Thursday's study was the first time scientists were able to analyze the interactions between such a wide variety of plants and insects. (AFP/Yuri Kadobnov)
Plants in dense tropical forests are able to mask their chemical scents in order to avoid being detected and eaten by insects -- a key advantage in the "information arms race" between themselves and plant-eating herbivores, according to a new study.
International researchers from Europe and North America examined 28 species of insects and 20 plant species in Chamela-Cuixmala, a tropical forest reserve on the western coast of Mexico.

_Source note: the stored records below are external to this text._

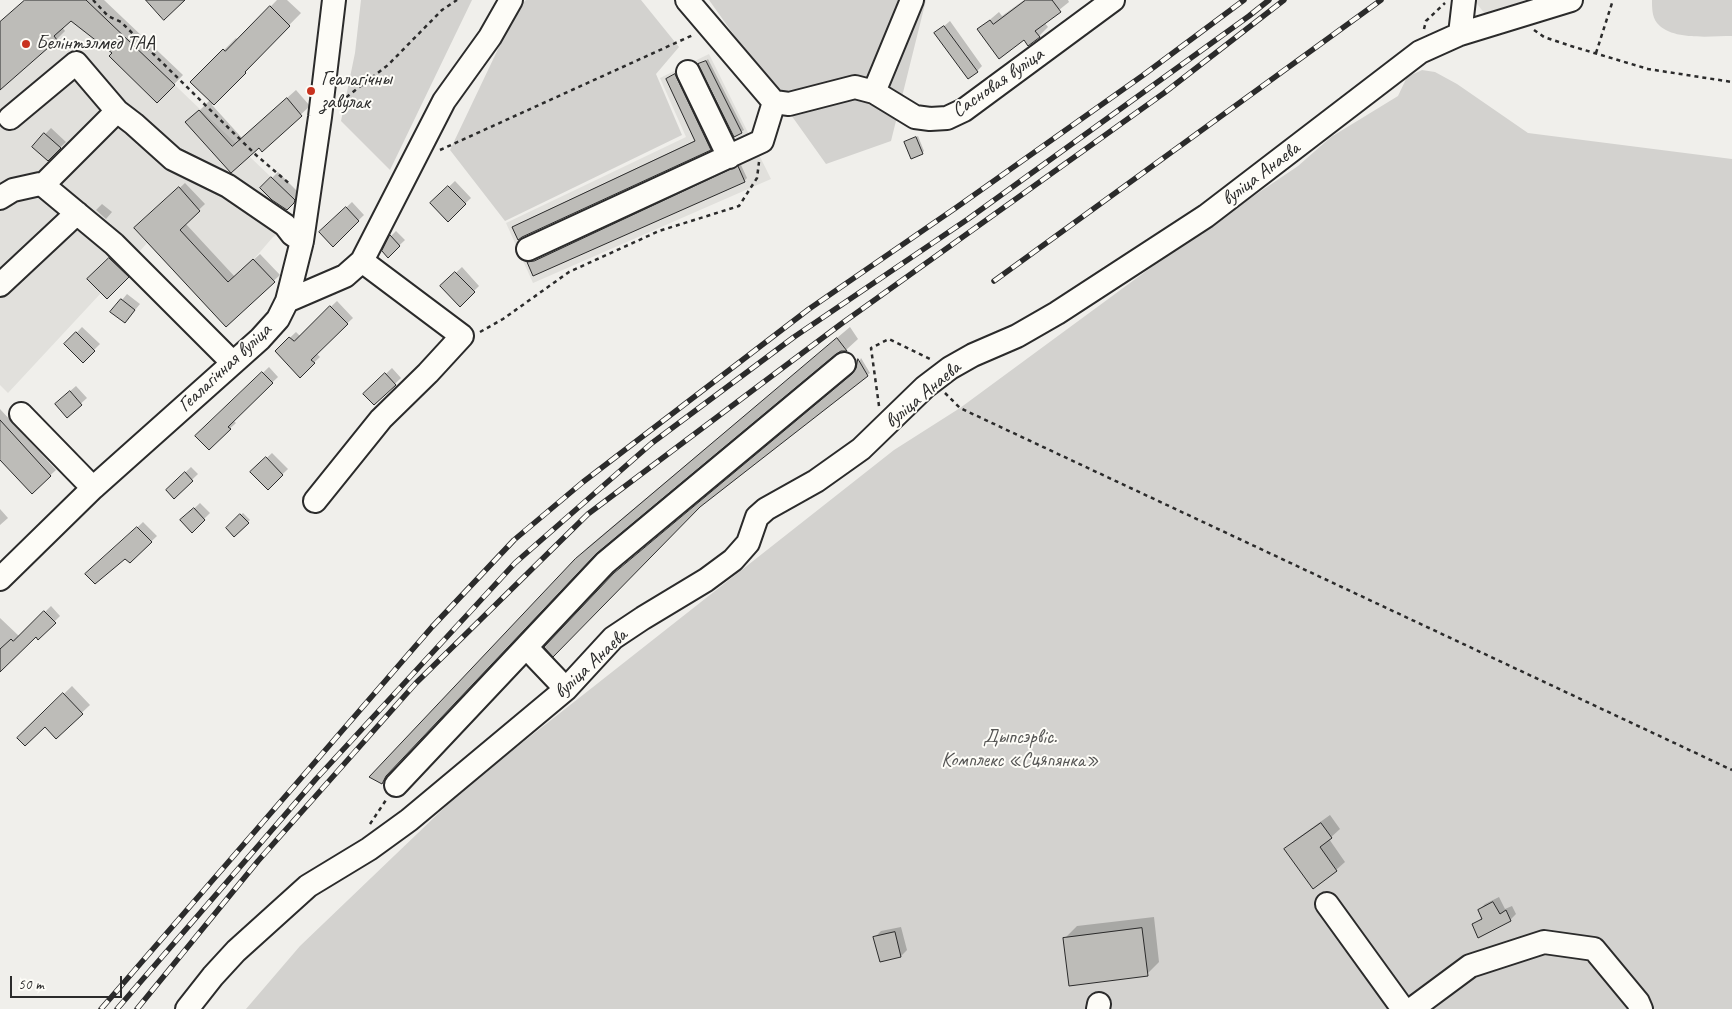 <!DOCTYPE html>
<html>
<head>
<meta charset="utf-8">
<style>
  body { margin:0 }
  #map { position:relative; width:1732px; height:1009px; overflow:hidden; background:#f0efeb; font-family:Caveat,sans-serif }
  canvas { display:block }
  .scale { position:absolute; left:10px; top:976px; width:112px; height:22px; box-sizing:border-box; border:2px solid #2b2b2b; border-top:0; padding-left:6px; font-size:15px; line-height:18px; white-space:nowrap; color:#2b2b2b; -webkit-text-stroke:4px #fdfcf7; paint-order:stroke }
</style>
</head>
<body>
<div id="map">
<canvas width="1732" height="1009"></canvas>
<div class="scale">50 m</div>
</div>
<script>
const ctx = document.querySelector('canvas').getContext('2d');
ctx.lineJoin = 'round';
function fillPath(path, color) {
  ctx.fillStyle = color;
  ctx.fill(path, 'evenodd');
}
function strokePath(path, color, width, dash) {
  ctx.strokeStyle = color;
  ctx.lineWidth = width;
  ctx.lineCap = dash ? 'butt' : 'round';
  ctx.setLineDash(dash || []);
  ctx.stroke(path);
}
function label(font, color, halo, rows, align = 'center') {
  ctx.font = font + ' Caveat,sans-serif';
  ctx.lineWidth = 4;
  ctx.setLineDash([]);
  ctx.textBaseline = 'middle';
  ctx.strokeStyle = halo;
  ctx.fillStyle = color;
  for (const [text, x, y, turn = 0] of rows) {
    ctx.save();
    ctx.translate(x, y);
    ctx.rotate((+turn || 0) * Math.PI / 180);
    ctx.textAlign = isNaN(turn) ? turn : align;
    if (halo) ctx.strokeText(text, 0, 0);
    ctx.fillText(text, 0, 0);
    ctx.restore();
  }
}
fillPath(new Path2D(`
  M25,0H86L296,201L285,213L281,232L273,237L254,259L275,282L226,327L147,243L131,261L130,276L107,299L101,293L8,393L0,385V22Z
  M1474,0H1527L1485,14Z
  M709,54L771,179L533,283L506,223L686,137L660,78Z`), '#e1e0dc');
fillPath(new Path2D(`
  M361,0H472L390,170L341,121L355,53Z
  M526,0H641L679,47L656,74L682,135L505,221L450,150L518,7Z
  M709,0H926L891,141L826,164Z
  M1652,0H1732V36C1710,36 1672,41 1657,23C1652,17 1652,7 1652,0Z
  M1422,70L1435,72L1457,84L1528,133L1732,159V1009H246L300,946L466,787L894,450L960,408L1187,241L1298,166L1331,137L1398,96L1407,77Z`), '#d3d2cf');
fillPath(new Path2D(`
  M25,0H104L183,75L157,102L114,53L71,20L62,27L65,31L57,39L0,88V22Z
  M277,0H287L301,13L256,59L257,60L212,105L242,138L296,90L310,106L262,150L259,146L231,171L196,114L210,100L192,82L236,38L238,40Z
  M1024,0H1068L1069,2L1044,22L1048,27L1039,36L1024,39L979,29L999,12L1002,16Z
  M950,21L982,66L977,71L936,33Z
  M708,59L744,130L741,132L700,65Z
  M678,72L713,147L710,149L516,225L696,140L667,79Z
  M51,128L66,142L48,159L34,146Z
  M918,136L924,151L922,153L905,142Z
  M741,165L747,178L744,181L534,275L529,262L531,260L537,259Z
  M278,172L300,194L287,209L262,188Z
  M455,181L471,198L448,220L432,203Z
  M185,183L205,204L185,223L235,277L260,254L280,275L226,325L142,223Z
  M352,202L364,215L333,245L321,232Z
  M102,204L112,212L106,219L96,210Z
  M396,231L405,240L388,256L391,236Z
  M116,253L134,271L107,297L89,279Z
  M462,267L479,286L460,305L442,286Z
  M127,294L140,304L125,322L122,300Z
  M337,301L353,318L316,353L320,357L300,376L276,351L296,332L300,336Z
  M82,327L100,344L83,361L66,344Z
  M850,327L858,339L846,350H841L835,353L599,549L398,762L394,770L382,782L371,777L588,547Z
  M861,358L870,373L867,375L618,570L854,374Z
  M269,367L278,377L233,420L236,423L209,448L197,436Z
  M392,368L401,378L374,404L365,394Z
  M76,386L87,398L67,416L62,398Z
  M0,409L56,470L32,492L0,458Z
  M272,453L288,469L268,488L252,472Z
  M191,467L198,474L174,497L167,490Z
  M200,503L210,513L192,531L182,520Z
  M0,509L8,518L0,525Z
  M243,513L250,520L234,535L227,528Z
  M143,522L157,536L130,562L126,557L109,555Z
  M51,606L60,616L38,638L36,636L0,661V618L20,637Z
  M72,686L90,705L56,737L45,725L19,738Z
  M1330,815L1340,829L1329,839L1345,862L1336,870L1286,849L1295,840Z
  M1499,897L1505,909L1512,906L1516,914L1510,920L1473,925L1483,917L1479,910L1485,904Z
  M1154,917L1159,962L1147,974L1065,938L1077,926Z
  M901,927L907,950L901,956L881,961L875,937L881,931Z`), '#0003');
const building = new Path2D(`
  M25,0H86L175,85L157,103L109,56L112,53L71,21L54,36L57,40L0,90V22Z
  M146,0H185L164,20Z
  M1026,0H1052L1061,12L1035,31L1040,37L1028,46L1024,40L999,59L977,29L990,20L993,24Z
  M270,6L290,26L245,72L246,73L214,105L190,82L223,49L225,51Z
  M944,26L978,72L968,79L934,33Z
  M706,61L742,133L734,137L698,64Z
  M675,74L711,150L522,237L518,240L512,227L695,141L666,79Z
  M287,98L302,116L262,152L259,148L231,173L185,122L199,110L232,146Z
  M44,133L61,148L48,161L32,147Z
  M916,137L923,154L911,159L904,142Z
  M738,166L745,182L533,276L527,262L534,261Z
  M271,177L295,200L294,203L287,210L272,200L260,188Z
  M448,186L466,204L448,222L430,203Z
  M179,187L200,211L180,230L228,282L253,259L275,282L226,327L134,228Z
  M346,207L359,221L333,247L319,232Z
  M390,235L400,246L388,258L382,251Z
  M109,258L129,277L107,299L87,279Z
  M455,272L475,292L460,307L440,286Z
  M121,299L135,310L125,323L110,312Z
  M330,306L348,324L311,360L315,363L300,378L275,351L289,337L294,341Z
  M76,332L95,351L83,363L64,344Z
  M837,338L847,351H841L836,354L597,553L386,776L382,784L369,777L575,559Z
  M858,359L868,376L700,507L553,657L544,647L614,573L852,374L856,368Z
  M262,372L273,383L228,427L231,429L209,450L195,436Z
  M385,373L396,385L374,405L363,394Z
  M70,391L82,405L67,418L55,404Z
  M0,420L51,476L32,494L0,460Z
  M266,457L283,475L268,490L250,472Z
  M185,472L193,481L174,499L166,490Z
  M194,508L205,520L192,533L180,520Z
  M240,514L249,523L234,537L226,528Z
  M137,527L152,542L130,563L125,559L95,584L85,574Z
  M44,611L56,623L38,640L36,637L0,672V649L11,639L13,641Z
  M63,693L83,714L56,739L45,727L25,746L17,738Z
  M1321,823L1332,838L1320,847L1337,871L1313,889L1284,849Z
  M1493,902L1500,914L1506,910L1511,921L1478,938L1472,924L1482,919L1478,910Z
  M1142,928L1148,976L1069,986L1063,938Z
  M895,932L901,957L880,962L873,937Z`);
fillPath(building, '#bdbcb8');
strokePath(building, '#2b2b2b', 1);
const minor = new Path2D(`
  M687,0L774,102
  M1460,34L1464,0
  M688,72L729,157
  M874,92L912,0
  M774,102L789,104L855,87L874,92L915,117L930,119L947,118L964,110L1113,0
  M10,118L76,63L117,111L134,124L173,159L228,186L285,225L292,234L302,241
  M43,185L117,111
  M0,198L13,190L40,184L43,185L114,244L233,363
  M528,249L762,141L774,102
  M0,285L77,213
  M287,301L345,276L362,261L444,101L490,37L511,0
  M21,414L93,488
  M315,501L381,419L428,373L462,336L362,261
  M0,579L93,488L260,339L278,319L287,301L302,241L320,117L334,0
  M566,689L526,647L605,563L844,364
  M396,785L526,647
  M1327,904L1403,1009
  M187,1009L213,976L236,951L308,886L369,849L409,820L566,689L613,638L643,618L706,580L733,560L748,543L757,517L766,509L816,481L861,449L925,387L950,368L973,355L1017,336L1057,313L1206,216L1420,52L1460,34L1571,0
  M1098,1009L1099,1004
  M1412,1009L1470,966L1544,942L1594,949L1638,1002L1641,1009`);
strokePath(minor, '#2b2b2b', 26);
strokePath(new Path2D(`
  M93,0L108,16L121,22L256,155L291,185
  M1424,29L1426,21L1445,3
  M1534,30L1544,37L1571,46L1648,69L1732,82
  M1596,53L1613,0
  M340,102L388,65L442,10L457,0
  M440,150L693,35
  M480,332L503,319L569,272L659,231L739,206L757,178L759,162
  M945,393L960,408L1732,770
  M879,406L871,348L889,339L930,359
  M370,824L386,800`), '#2b2b2b', 2.5, [4, 4]);
strokePath(minor, '#fdfcf7', 22);
const rail = new Path2D(`
  M994,281L1381,0
  M101,1009L432,627L514,540L583,482L809,309L957,207L1142,76L1244,0
  M117,1009L316,779L515,563L652,443L794,337L968,219L1249,16L1269,0
  M137,1009L258,861L416,683L588,514L841,324L1164,93L1284,0`);
strokePath(rail, '#2b2b2b', 5.5);
strokePath(rail, '#fdfcf7', 4, [11]);
for (const [x, y, r, color] of [
  [26,44,5,"#c8321e"],
  [311,91,5,"#c8321e"]
]) {
  const dot = new Path2D();
  dot.arc(x, y, r, 0, 2 * Math.PI);
  ctx.fillStyle = color;
  ctx.fill(dot);
  strokePath(dot, '#fdfcf7', 2);
}
label('20px', '#2b2b2b', '#fdfcf7', [
  ["Белінтэлмед ТАА",36,44],
  ["Геалагічны",321,80],
  ["завулак",321,103]
], 'left');
label('20px', '#2b2b2b', '#fdfcf7', [
  ["Сасновая вуліца",998,83,-35],
  ["вуліца Анаева",1261,174,-37],
  ["Геалагічная вуліца",225,368,-43],
  ["вуліца Анаева",923,395,-40],
  ["вуліца Анаева",591,664,-43]
]);
label('20px', '#555554', '#fdfcf7', [
  ["Дыпсэрвіс.",1020,738],
  ["Комплекс «Сцяпянка»",1020,761]
]);
</script>
</body>
</html>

Their research -- published Thursday in the journal Science -- sheds light on how individual members of "complex plant communities" evolve to emit similar odors, a pack mentality that keeps them alive and confuses hungry herbivores.
"Easily distinguished odors are to the herbivores' advantage and plants' disadvantage," said Professor Phil Stevenson, a researcher at Britain's Royal Botanic Gardens, Kew.
"So, we have an information arms race. Plants want to avoid being located and eaten so do their best to smell like other plants."
Thursday's study was the first time scientists were able to analyse the interactions between such a wide variety of plants and insects, lead author Pengjuan Zu at Massachusetts Institute of Technology said.
Previous attempts to understand the cat-and-mouse evolution game between plants and insects relied on the study of only individual plant species in controlled environments.
This is a far cry from the ensemble of plant and insect species that coexist in real-life forests, the authors wrote.
To do this, Zu collected chemical odors emitted by nearly two-dozen plant species in silicon tubes, which were then brought back to Kew to be analyzed.
Through a combination of "information theory" -- a technique for understanding communication patterns in humans -- and existing understandings of evolutionary biology, scientists were able to construct models of these plant-herbivore communication networks.
"We now know that all the chemicals produced by plants carry information which has an important role in chemically camouflaging plants in a complex plant community," Zu said.
The study could also help scientists better understand how information is passed between different species in the food chain, such as carnivores and insect-eating herbivores -- potentially paving the way for future research.
"Herbivores, consequently, have to evolve to be finer tuned with the information for locating specific plant hosts," Zu said. "The information can be further shared by carnivores that hunt insect herbivores, resulting in an information chain along the food chain."